On Monday, AMD announced the availability of its new Bristol Ridge processors for desktops, coming to machines from HP and Lenovo later this fall. The new line of chips offers better performance, cooler temperatures, lower power consumption, and is destined for the mass market.
AMD announced its Bristol Ridge laptop chips earlier this year. At the time we learned that this 7th generation of the company’s A-series processors, focused on graphics and performance, while still only being an iterative update. All those facts have stayed true with the Bristol Ridge APUs destined for entry-level desktops.
AMD touts that its new chips deliver improved graphics performance compared to equivalent offerings from Intel, and do so at a lower price point. The company was also quick to mention, that similar to Intel’s new Kaby Lake chips, its own processors now support 4K Ultra HD media formats and codecs, as well as Microsoft’s DirectX 12 graphics platform.
PC enthusiasts will get little out of Bristol Ridge chips, as the new generation is still based on the Carrizo architecture and a 28nm manufacturing process. While the Bristol Ridge SoCs, as the company calls them, offer up to 20% better performance than its predecessors, hardware geeks will no doubt be waiting for the new Zen-based processors, also known as Summit Ridge, expected later this year.

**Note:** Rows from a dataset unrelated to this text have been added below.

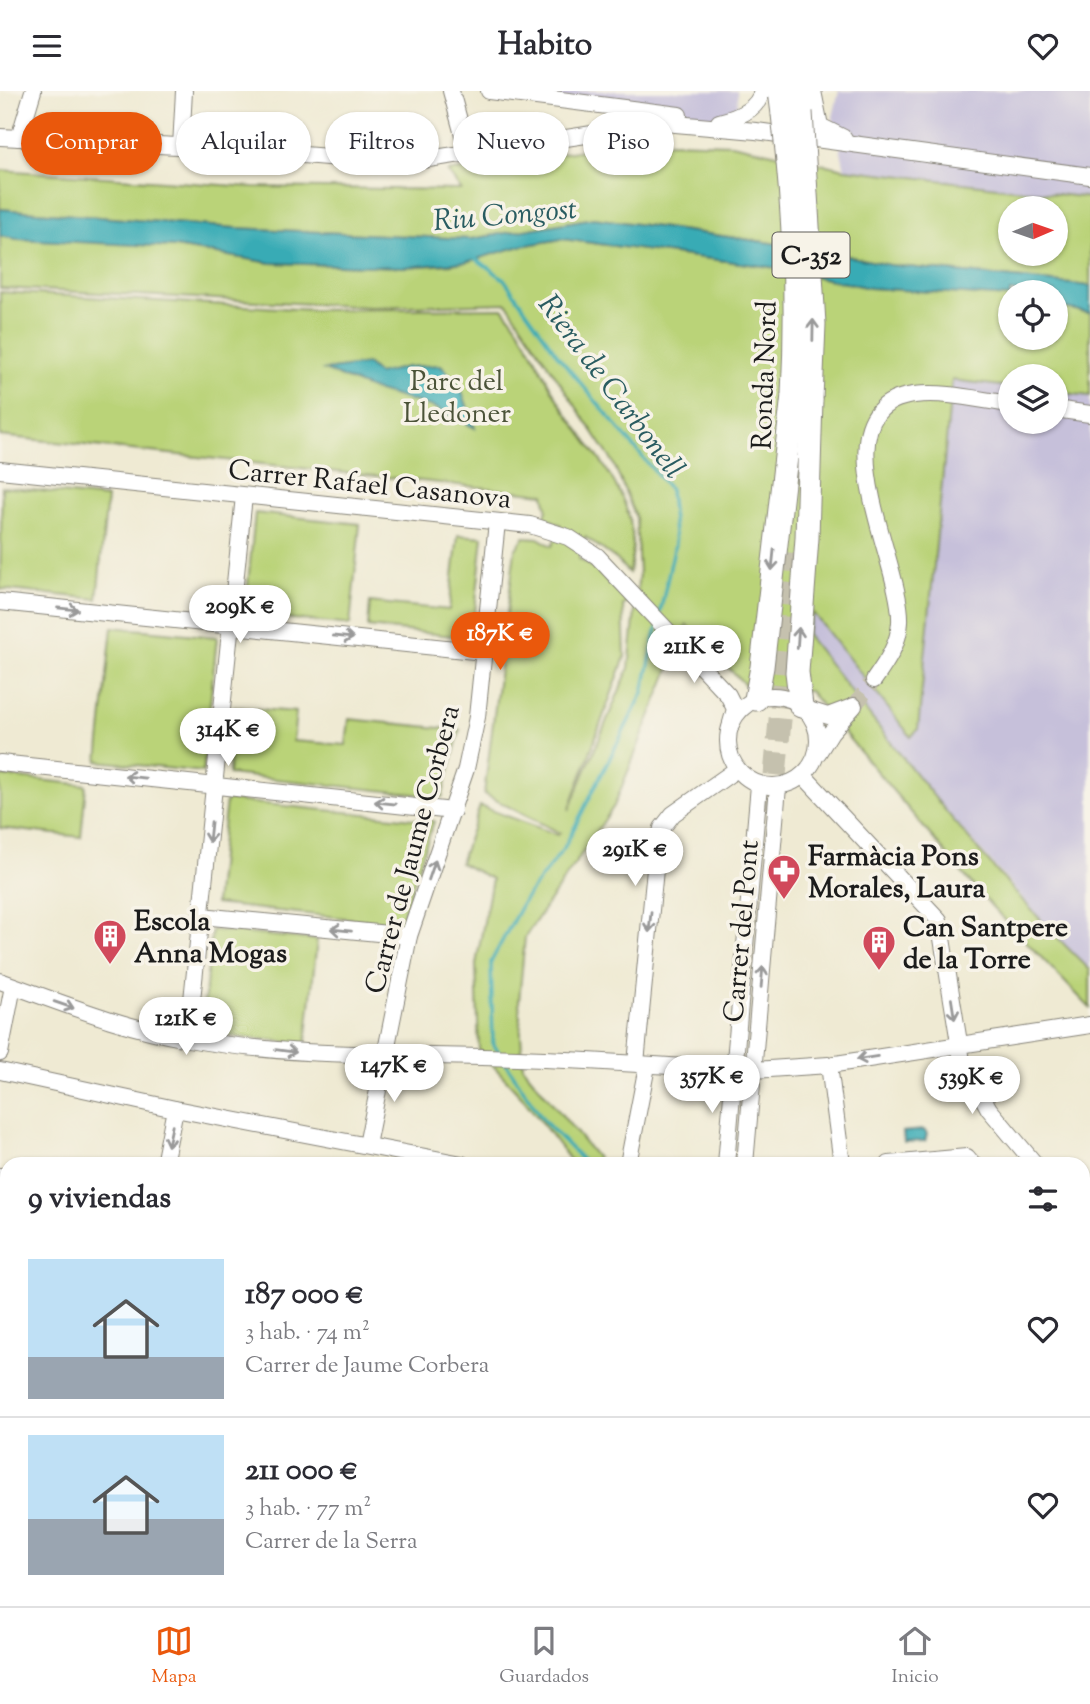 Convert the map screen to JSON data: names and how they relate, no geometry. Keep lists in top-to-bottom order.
{
  "streets": {
    "highway": ["C-352", "Ronda Nord"],
    "street": ["Carrer Rafael Casanova", "Carrer de Jaume Corbera", "Carrer del Pont"]
  },
  "crossings": [
    ["Carrer Rafael Casanova", "Carrer de Jaume Corbera"]
  ],
  "water": ["Riu Congost", "Riera de Carbonell"],
  "parks": ["Parc del Lledoner"],
  "places": {
    "pharmacy": ["Farmàcia Pons Morales, Laura"],
    "building": ["Escola Anna Mogas", "Can Santpere de la Torre"]
  },
  "north": "right",
  "page": {
    "header": "Habito",
    "chip": [
      "Comprar",
      "Alquilar",
      "Filtros",
      "Nuevo",
      "Piso"
    ],
    "price": [
      "209K €",
      "187K €",
      "211K €",
      "314K €",
      "291K €",
      "121K €",
      "147K €",
      "357K €",
      "539K €"
    ],
    "heading": "9 viviendas",
    "list": [
      {
        "name": "187 000 €",
        "note": "3 hab. · 74 m² · Carrer de Jaume Corbera"
      },
      {
        "name": "211 000 €",
        "note": "3 hab. · 77 m² · Carrer de la Serra"
      }
    ],
    "tabs": ["Mapa", "Guardados", "Inicio"]
  }
} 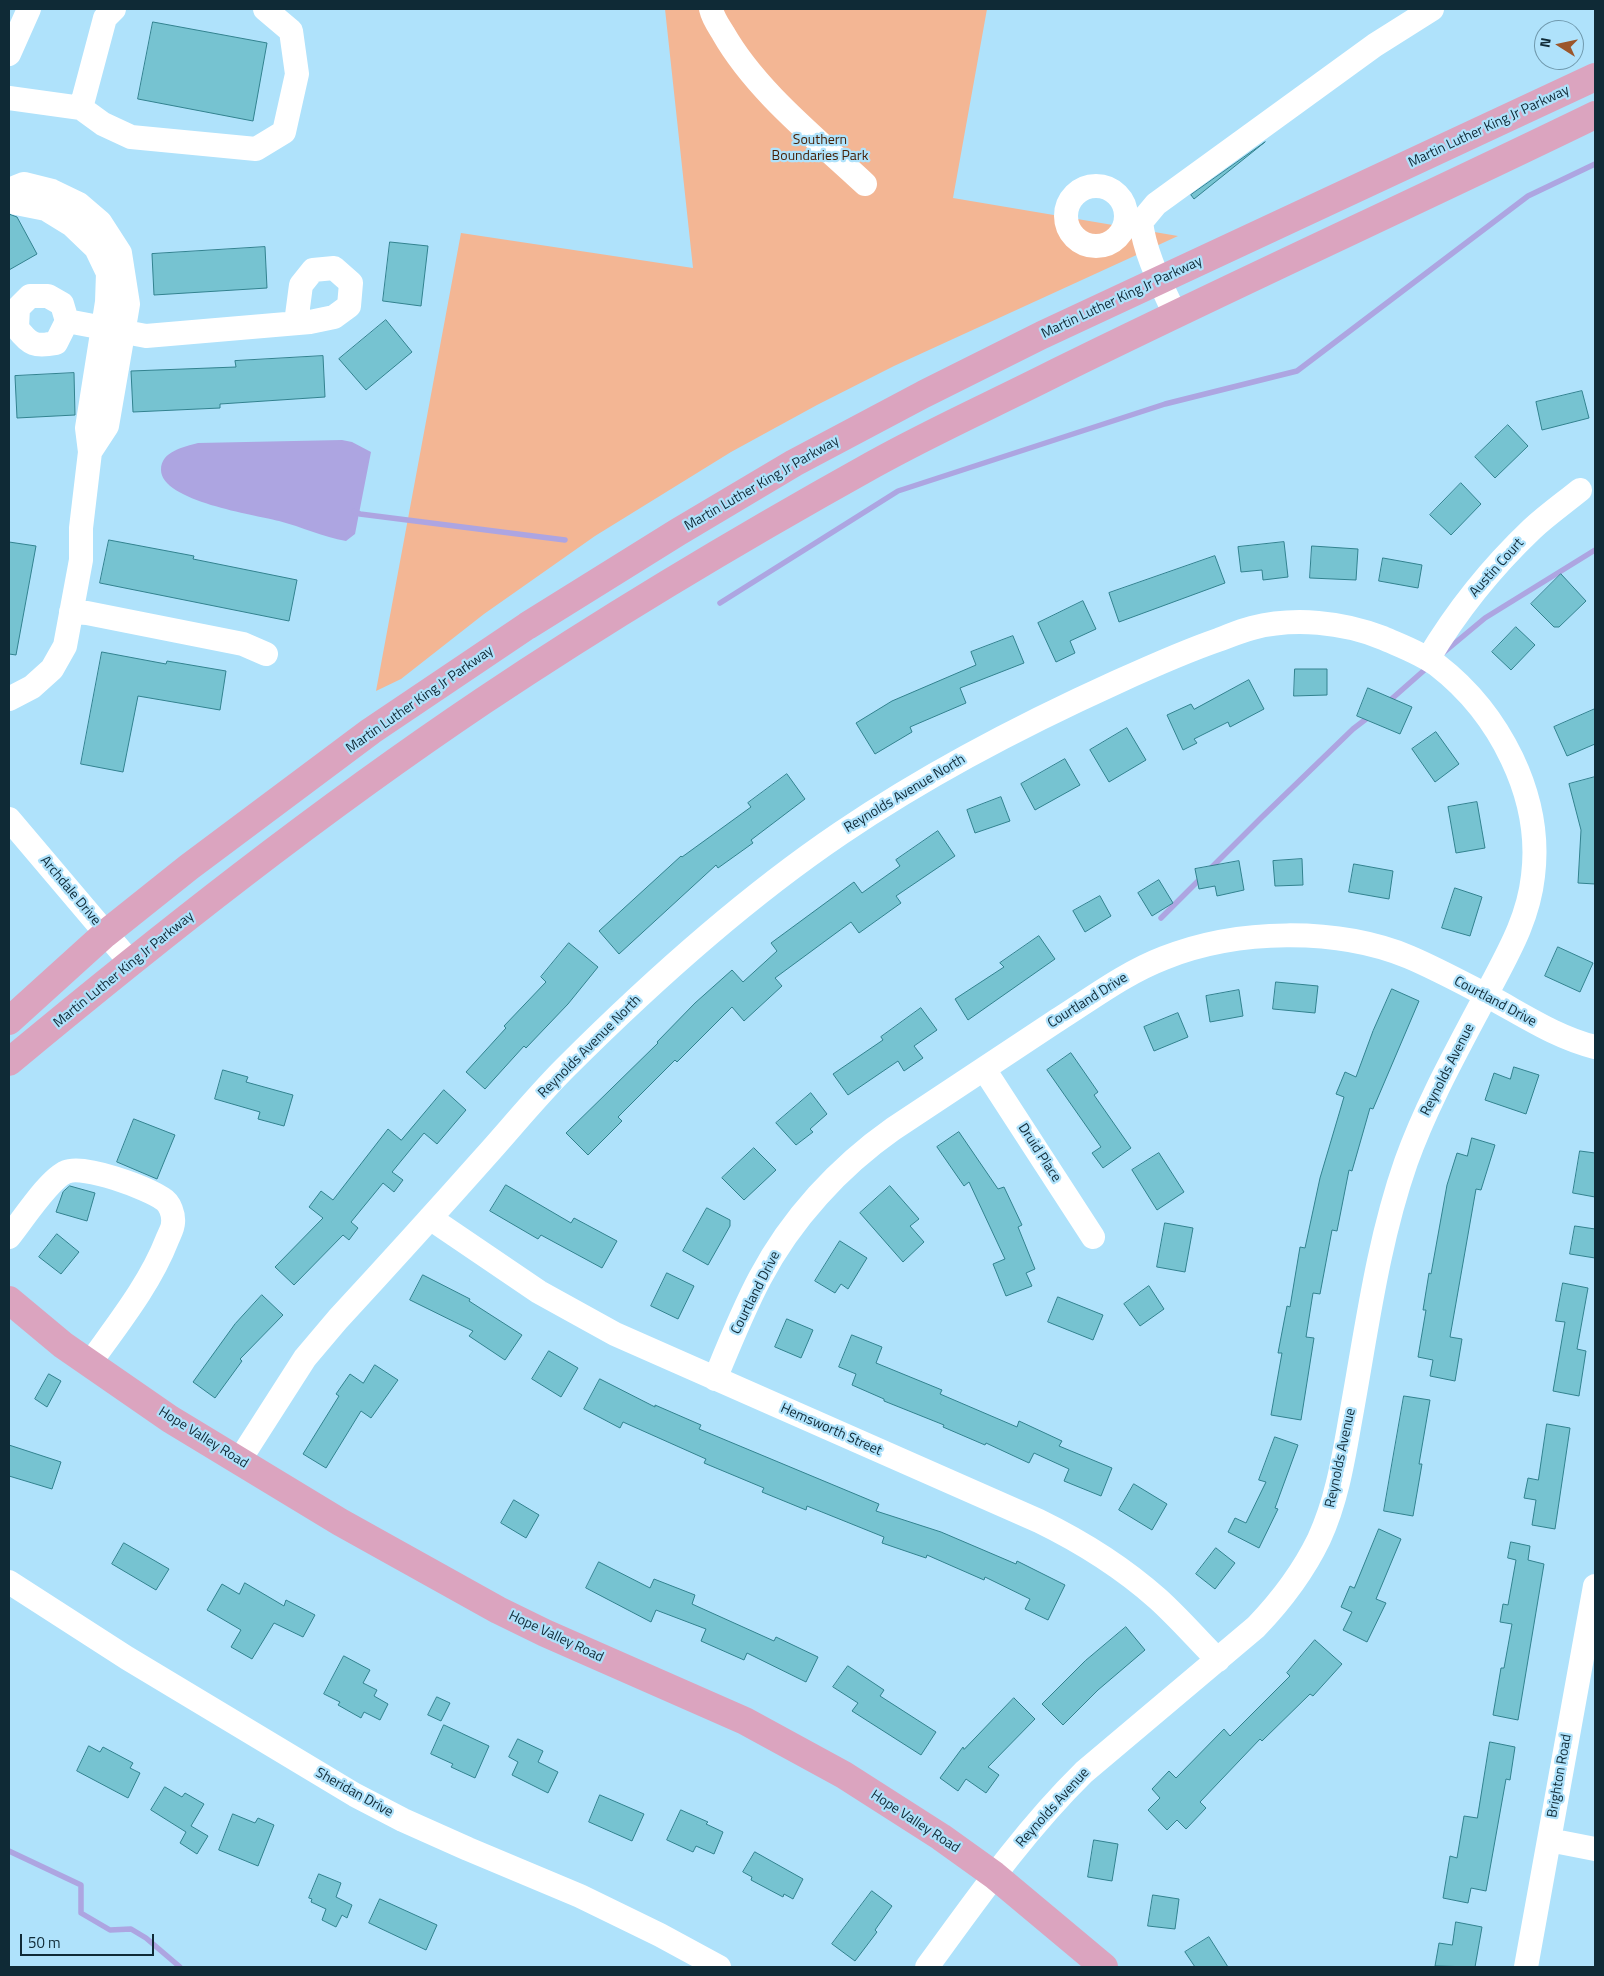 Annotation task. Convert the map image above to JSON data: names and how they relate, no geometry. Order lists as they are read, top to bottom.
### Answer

However, there is one very interesting aspect of the new Bristol Ridge generation, and that’s its use of the new AM4 socket, and the B350 chipset accompanying it. The new socket unifies AMD’s offerings, makes things easier for consumers and is future proof. Summit Ridge processors will work on the same socket, sporting support for DDR4 memory, PCIe Gen 3, USB 3.1, and SATA express. The chipset brings extra channels for USB 3.1, PCIe lanes and RAID configurations.
As mentioned above, the first devices to sport Bristol Ridge will be coming from HP and Lenovo, with other manufacturers joining the party later on.